Lighting Helmet: solution or problem ?

Y. B. Karasik
Thought Guiding Systems Corp.,
Ottawa, Canada.
e-mail:karasik@sympatico.ca

Siegfried Luger invented a lighting helmet for Formula 1 [1]. He claimed that did it by TRIZ. This claim is difficult to ascertain without a clear understanding of what problem was and how it was solved (if at all).

From what Mr. Luger wrote, it appears that there were two problems: a) blinding of a racer for a while when transitioning from a tunnel to an open space and vise versa; and b) too much stress on racer's eyes. Both problems were caused by abrupt changes in illumination of environment.

Which problem, a) or b), Mr. Luger wished to solve is not stated in his paper. Instead he concentrated on eliminating their common cause. Namely, on smoothing abrupt changes in illumination.

No TRIZ was required to come up with such a bright idea. Elementary Root Cause Analysis would suffice.

However, eliminating causes, if they are not the only root causes, not always solve problems. In this particular case, smoothing changes in illumination would only guarantee a less stress on racer's eyes. As for blinding, the situation is more intricate.

Illuminating eyes of a racer in a tunnel to prepare them to meet the bright light outside, would definitely diminish racer's ability to see in the tunnel itself. It is like substituting one blindness by another one. A more accute and prolonged blindness after emergence from a tunnel is replaced by a less prolonged and less accute one, but at the expense of blinding a racer to a degree before he emerges from a tunnel. The total duration of poor vision (blindness before emergence + blindness after emergence) under Mr. Luger's proposal probably even increases. But this blindness seems to be less accute on the whole as compared to the blindness without the helmet. Thus, Mr. Luger's invention instead of solving a contradiction, just created it !

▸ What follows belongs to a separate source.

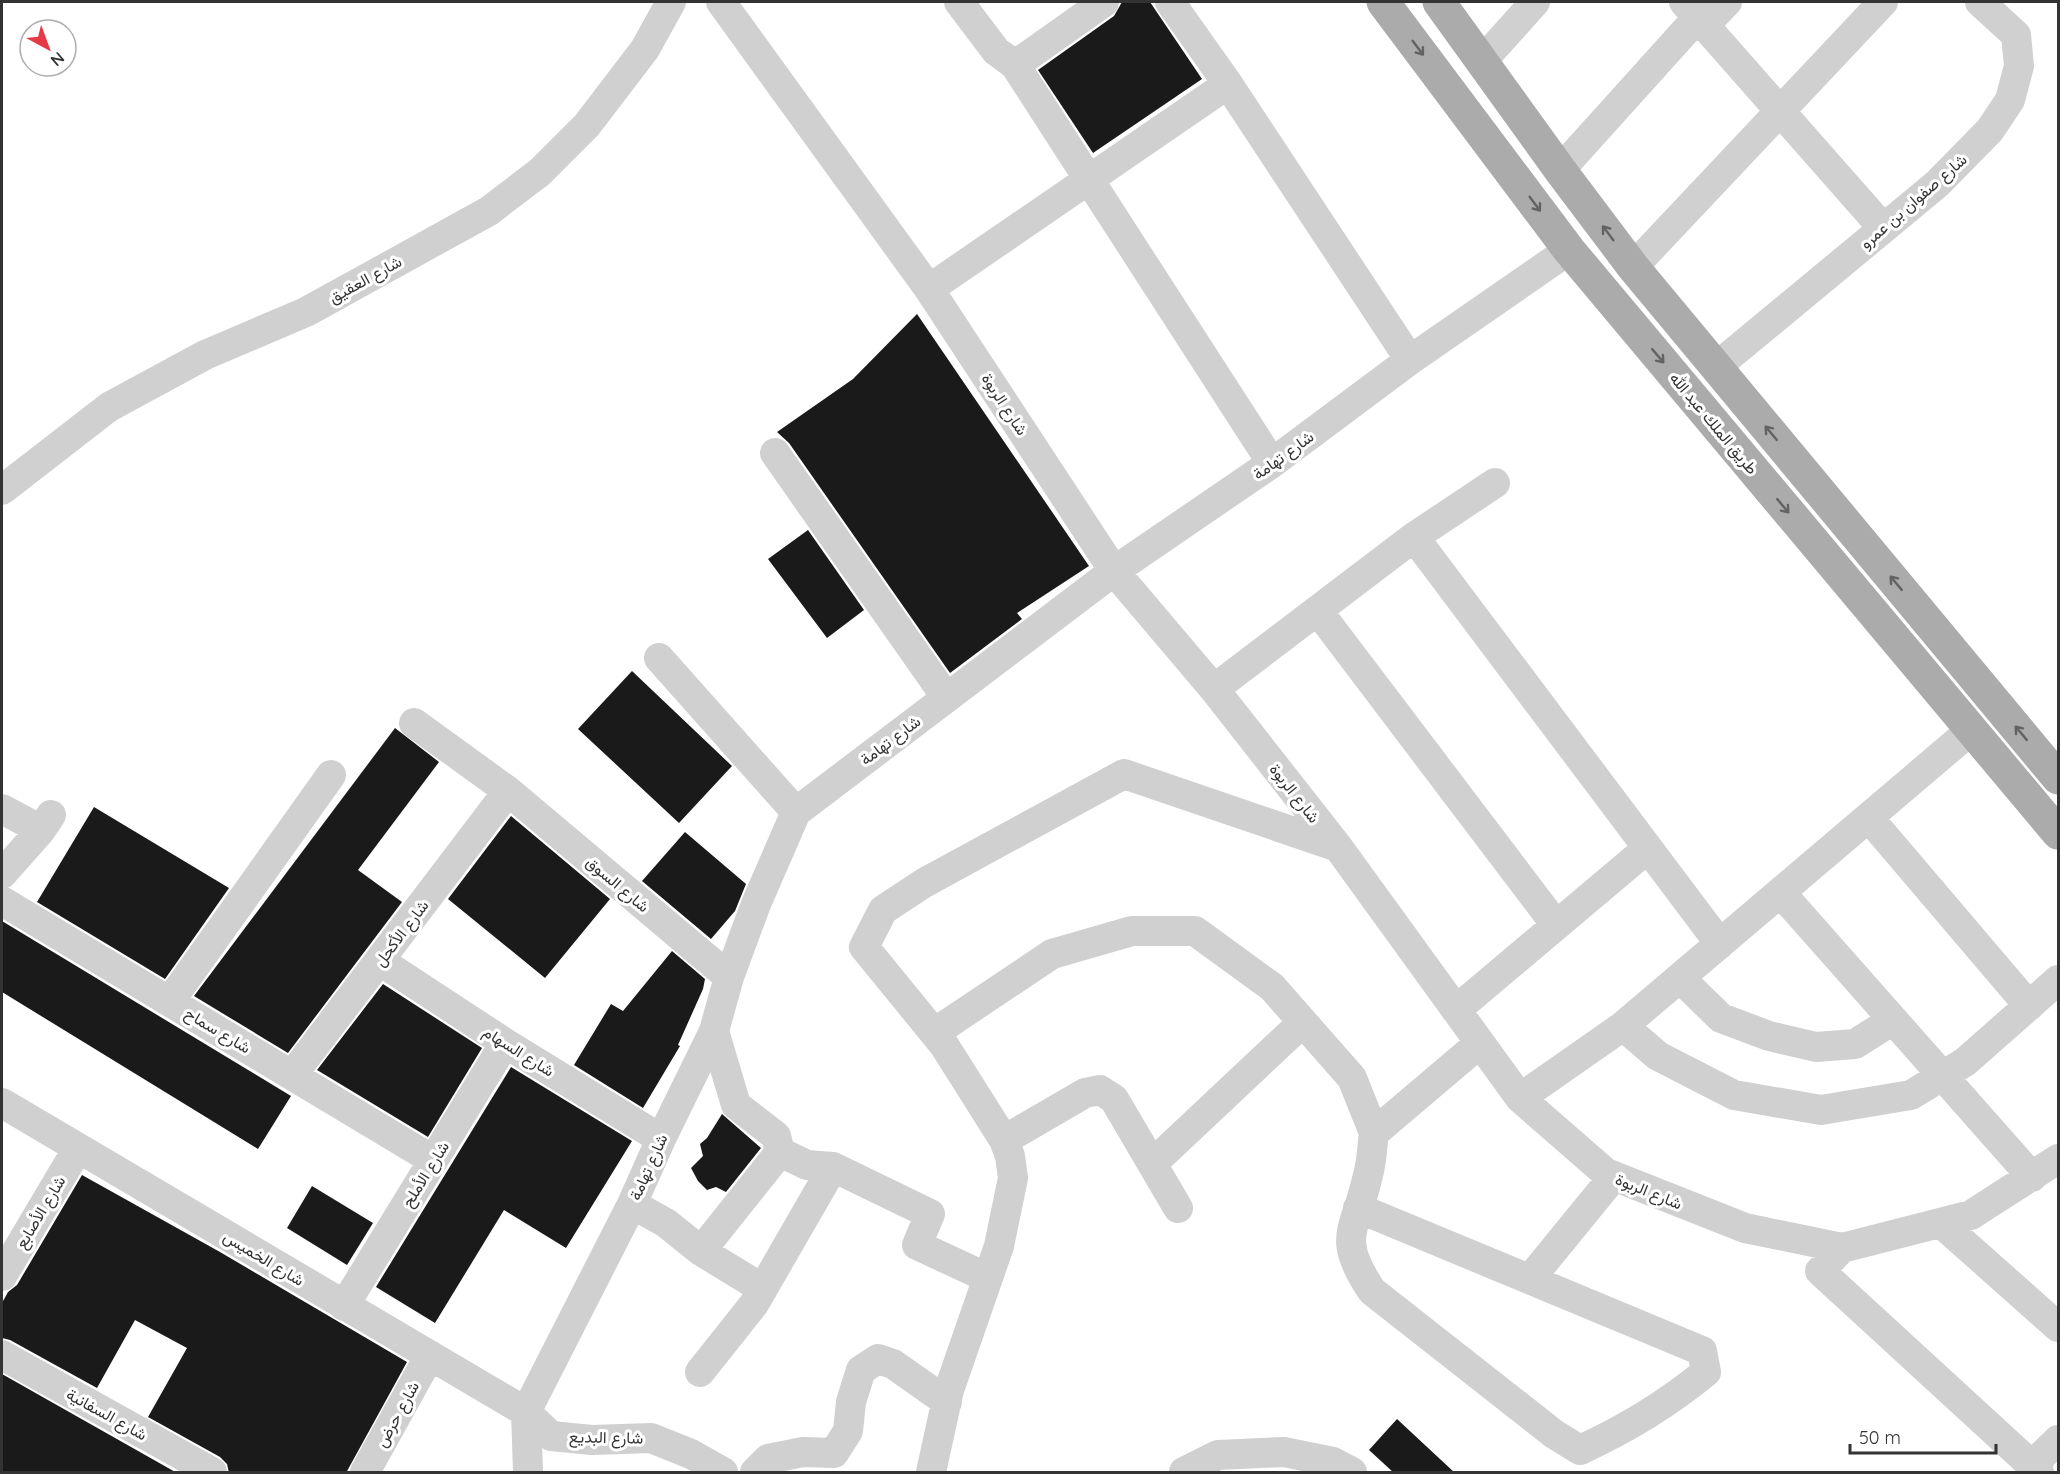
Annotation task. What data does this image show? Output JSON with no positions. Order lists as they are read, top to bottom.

The same applies to the situation before entering a tunnel.

Did one really need all this vinaigrette of "GoldFire Innovation", SuField Analysis, separation principles, etc. to arrive at Mr. Luger's idea ? Definitely not. The idea of smoothing abrupt changes is trivial and logically follows from root cause analysis. Besides, it does not solve the main problem: how to eliminate the racer's blindness at times. It only solves the secondary problem of reducing stress on racer's eyes. As for the problem of blindness, it just substitutes one kind of blindness by another one.

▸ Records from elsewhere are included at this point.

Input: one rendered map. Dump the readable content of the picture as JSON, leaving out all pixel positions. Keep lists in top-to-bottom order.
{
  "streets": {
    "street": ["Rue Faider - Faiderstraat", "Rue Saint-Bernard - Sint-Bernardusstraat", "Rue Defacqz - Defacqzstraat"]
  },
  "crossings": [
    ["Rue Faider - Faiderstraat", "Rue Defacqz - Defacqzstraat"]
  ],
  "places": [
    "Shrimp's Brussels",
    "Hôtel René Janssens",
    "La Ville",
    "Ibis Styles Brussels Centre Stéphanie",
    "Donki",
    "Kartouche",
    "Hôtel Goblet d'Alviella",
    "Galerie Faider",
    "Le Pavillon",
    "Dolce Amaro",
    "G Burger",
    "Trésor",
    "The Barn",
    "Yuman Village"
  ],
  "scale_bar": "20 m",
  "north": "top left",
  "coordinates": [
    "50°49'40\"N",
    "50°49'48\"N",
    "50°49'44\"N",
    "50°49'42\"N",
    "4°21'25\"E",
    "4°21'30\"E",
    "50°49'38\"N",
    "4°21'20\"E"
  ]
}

It appears that Mr. Luger's desire to present the idea of lighting helmet as if found by TRIZ and as resolving the blindness problem, is no more than wishful thinking.

R E F E R E N C E S:

  1. Siegfried Luger, "Lighting Helmet for Formula 1", The February 2005 issue of the TRIZ-journal.


A note from G. Filkovsky: "I would only like to add that the idea of putting lights inside the helmet - although for a different purpose - is not new: see "Rumours and speculation in the world of Formula One" . Interesting to notice that the later article mentions another possible problem with this solution: "replicating the lights into the driver's helmet... is considered potentially distracting for the driver".